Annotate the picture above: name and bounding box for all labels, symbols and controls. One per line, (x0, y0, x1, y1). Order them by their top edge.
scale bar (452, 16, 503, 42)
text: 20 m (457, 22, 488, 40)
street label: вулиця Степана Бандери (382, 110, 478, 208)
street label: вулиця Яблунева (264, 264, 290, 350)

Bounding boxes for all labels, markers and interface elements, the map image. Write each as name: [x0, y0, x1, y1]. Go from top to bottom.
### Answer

################

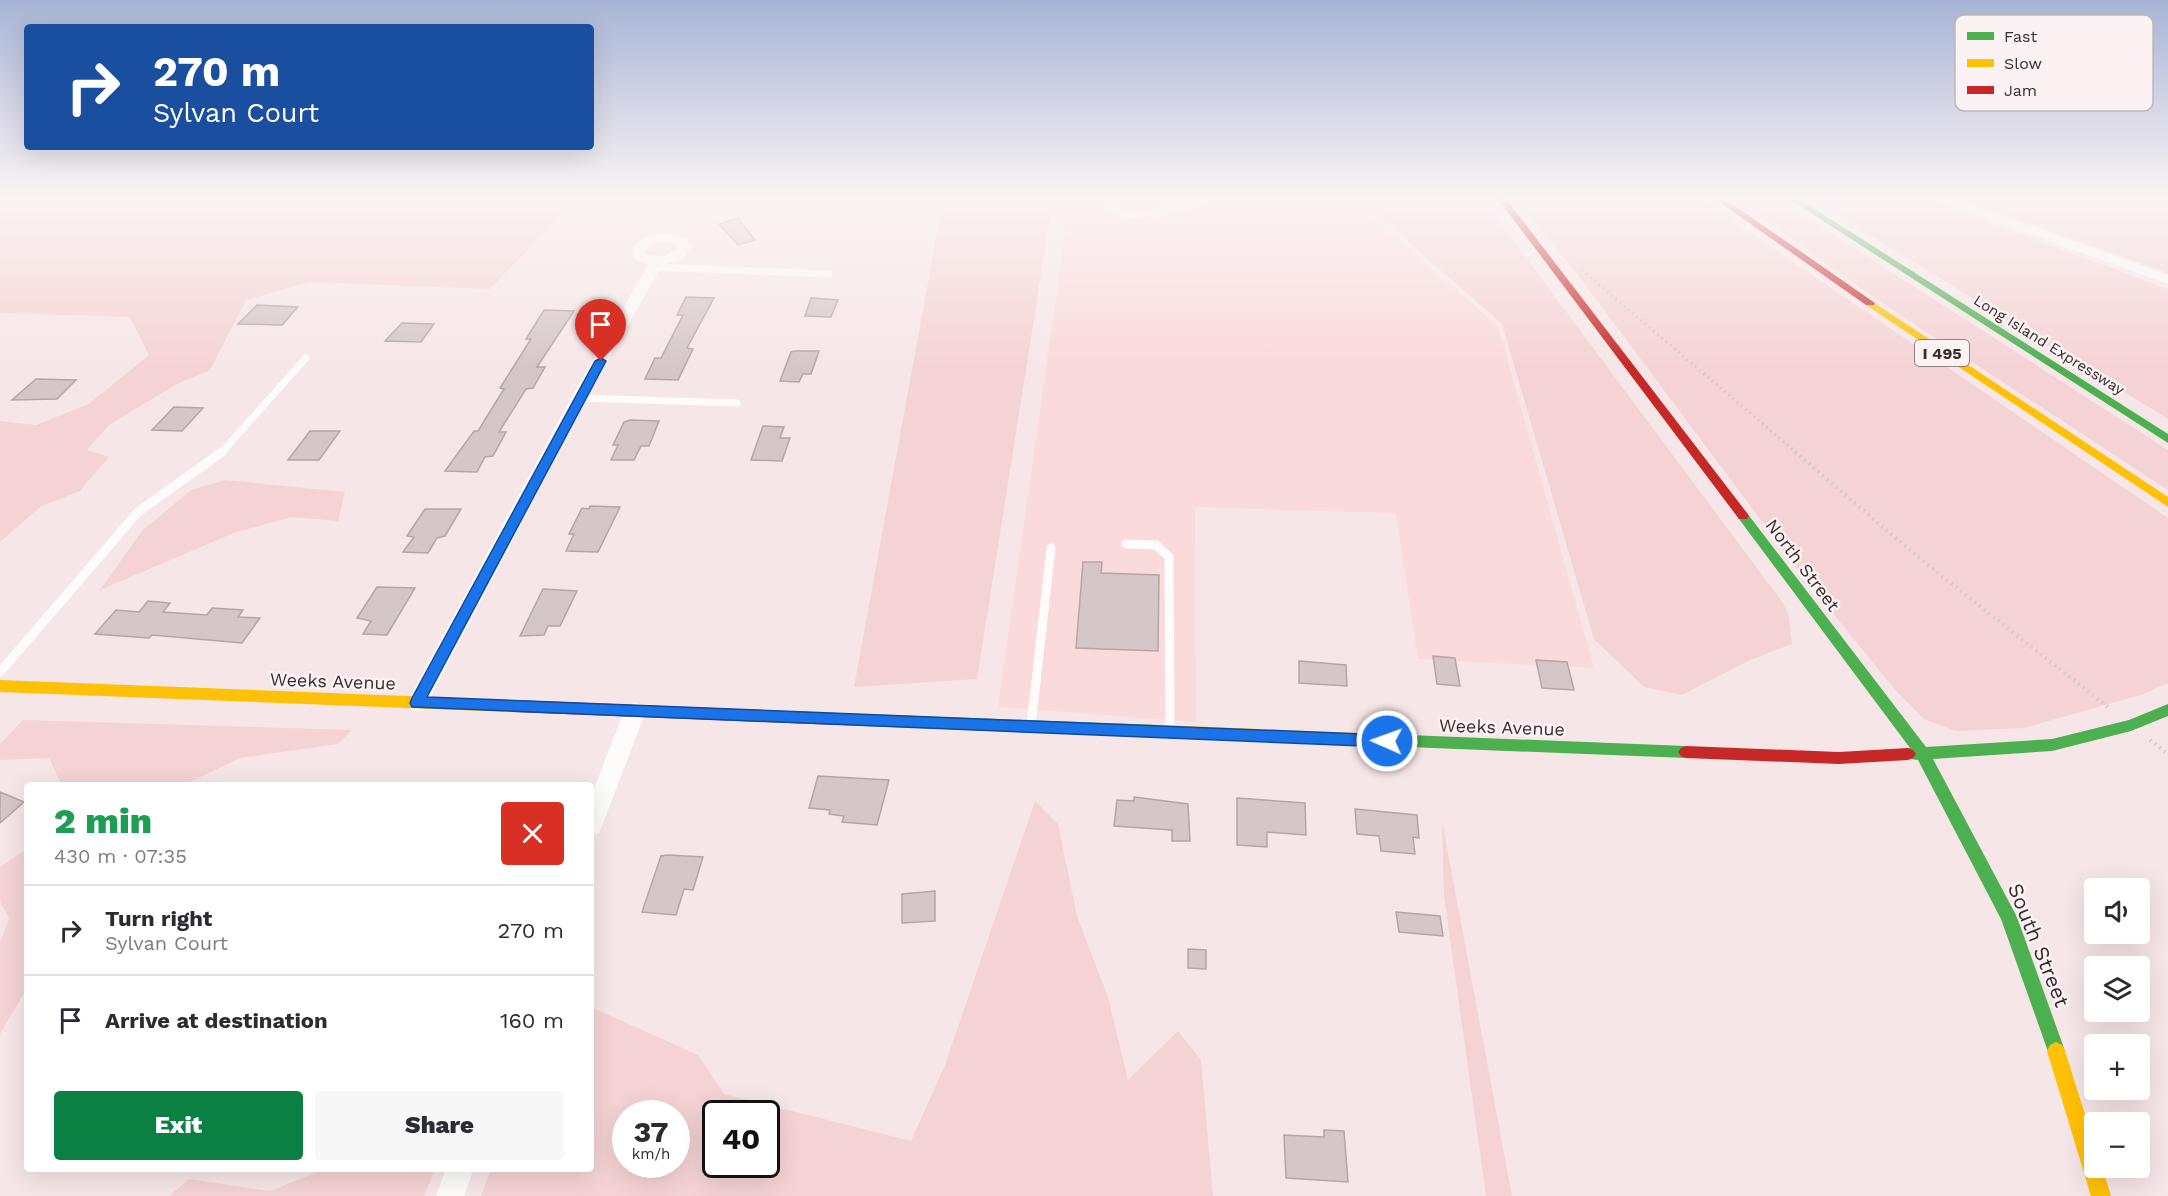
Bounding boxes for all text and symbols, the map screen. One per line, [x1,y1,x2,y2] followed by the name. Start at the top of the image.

################

ACTIVITY :: In the material above, find every line that has the string "image" and pull those lines out.

EXERCISE SOLUTION ::
Bounding boxes for all labels, markers and interface elements, the map image. Write each as name: [x0, y0, x1, y1]. Go from top to bottom.
Bounding boxes for all text and symbols, the map screen. One per line, [x1,y1,x2,y2] followed by the name. Start at the top of the image.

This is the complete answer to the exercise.